Israel and Bahrain to formalise diplomatic ties

WION Web Team Jerusalem, Israel Oct 18, 2020, 03.28 PM(IST)

Israel and Bahrain Photograph:( AFP )

Story highlights

An Israeli delegation led by National Security Council chief Meir Ben Sabbat took off from Tel Aviv for a one-day trip to Manama to oversee Israel and Bahrain formalising the agreement they signed at the White House on September 15.  

Israel and Bahrain will officially establish diplomatic relations Sunday at a ceremony in Manama. The two states had earlier reached a US-brokered normalisation deal last month. 

An Israeli delegation led by National Security Council chief Meir Ben Sabbat took off from Tel Aviv for a one-day trip to Manama to oversee Israel and Bahrain formalising the agreement they signed at the White House on September 15.  

They will ink a "joint communique" that is the establishment of full diplomatic relations.

After a ceremony scheduled for Sunday evening, Israel and Bahrain will be free to open embassies in each other's countries. 

An Israeli embassy in Manama is scheduled to open in the coming months.

Before takeoff, Israeli delegation chief Shabbat said the aim was "to translate into practical plans and concrete agreements the peace declaration that was signed on the White House lawn". 

US Treasury Secretary Steven Mnuchin and President Donald Trump's special assistant for international negotiations, Avi Berkowitz, landed in Tel Aviv before joining the Israeli delegation flight to Manama.

In addition to the joint communique establishing diplomatic ties, Israel and Bahrain are expected to sign six to eight memorandums of understanding, a government statement said. 

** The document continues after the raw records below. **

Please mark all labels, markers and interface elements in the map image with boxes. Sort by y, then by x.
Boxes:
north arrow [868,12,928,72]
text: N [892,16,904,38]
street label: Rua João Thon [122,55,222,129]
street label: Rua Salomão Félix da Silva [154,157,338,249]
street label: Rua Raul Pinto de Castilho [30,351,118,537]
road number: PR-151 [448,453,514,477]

The United Arab Emirates and Bahrain became the third and fourth Arab states to agree to normalise ties with Israel, following Egypt's peace deal with Israel in 1979 and a 1994 pact with Jordan. 

The deal outraged the Palestinians, who have called on Arab states to maintain unity against Israel. They condemned the Gulf agreements with Israel as "a stab in the back" for their aspirations to establish an independent state of their own.

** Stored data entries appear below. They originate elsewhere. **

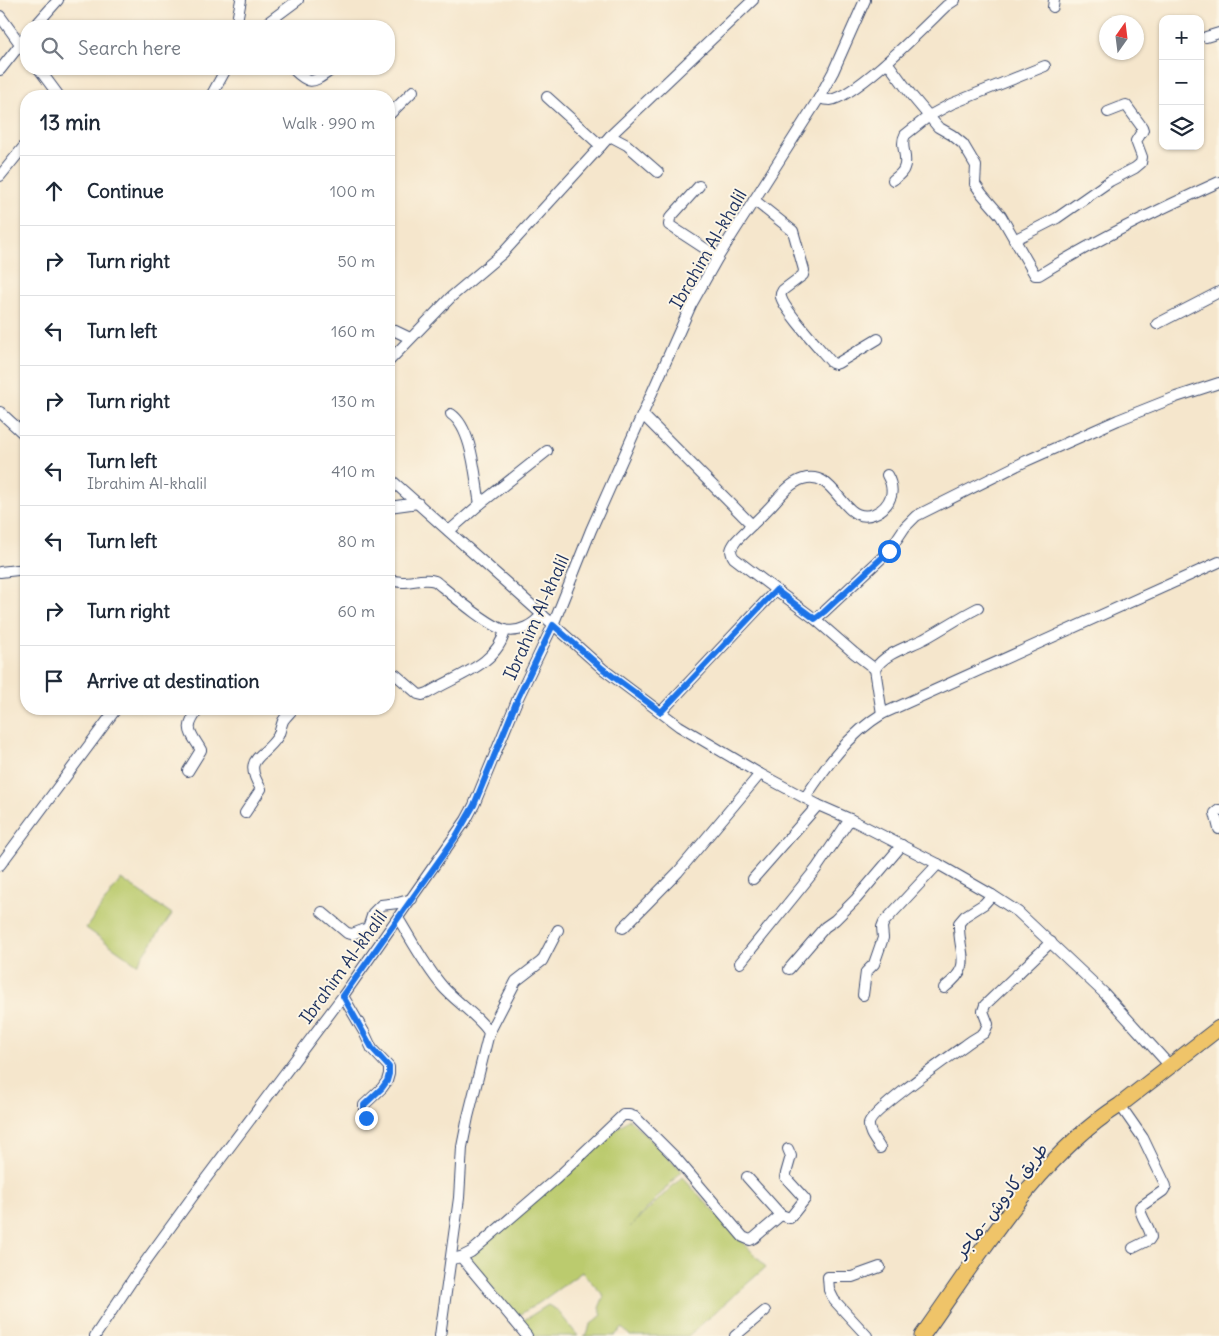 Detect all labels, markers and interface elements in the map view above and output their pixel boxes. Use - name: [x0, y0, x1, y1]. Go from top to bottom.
- north arrow: [1099, 15, 1144, 60]
- map controls: [1159, 15, 1204, 150]
- button: +: [1159, 15, 1204, 60]
- search box: [20, 20, 395, 75]
- icon: search: [38, 34, 66, 62]
- text: Search here: [78, 36, 181, 60]
- button: −: [1159, 60, 1204, 105]
- button: layers: [1159, 105, 1204, 150]
- text: 13 min: [40, 109, 101, 136]
- text: Walk · 990 m: [282, 113, 375, 133]
- icon: ahead: [40, 177, 68, 205]
- text: Continue: [87, 179, 164, 203]
- text: 100 m: [330, 181, 375, 201]
- street label: Ibrahim Al-khalil: [664, 185, 752, 313]
- icon: right: [40, 247, 68, 275]
- text: Turn right: [87, 249, 170, 273]
- text: 50 m: [337, 251, 375, 271]
- icon: left: [40, 317, 68, 345]
- text: Turn left: [87, 319, 157, 343]
- text: 160 m: [331, 321, 375, 341]
- icon: right: [40, 387, 68, 415]
- text: Turn right: [87, 389, 170, 413]
- text: 130 m: [331, 391, 375, 411]
- text: Turn left: [87, 449, 157, 473]
- icon: left: [40, 457, 68, 485]
- text: 410 m: [331, 461, 375, 481]
- text: Ibrahim Al-khalil: [87, 473, 207, 493]
- icon: left: [40, 527, 68, 555]
- text: Turn left: [87, 529, 157, 553]
- text: 80 m: [337, 531, 375, 551]
- route start: [878, 540, 901, 563]
- street label: Ibrahim Al-khalil: [498, 551, 574, 683]
- icon: right: [40, 597, 68, 625]
- text: Turn right: [87, 599, 170, 623]
- text: 60 m: [337, 601, 375, 621]
- icon: arrive: [40, 667, 68, 695]
- text: Arrive at destination: [87, 669, 260, 693]
- street label: Ibrahim Al-khalil: [294, 906, 392, 1028]
- route end: [355, 1107, 378, 1130]
- street label: طريق كادوش -ماجر: [948, 1138, 1053, 1264]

Israel's right-wing Prime Minister Benjamin Netanyahu insists that more Mideast states want ties with Israel as priorities have shifted, arguing that countries now value lucrative trade opportunities above the Palestinian conflict. 

Key player Saudi Arabia has said it will not follow its allies Bahrain and the UAE in establishing diplomatic relations without a resolution to the Palestinian issue.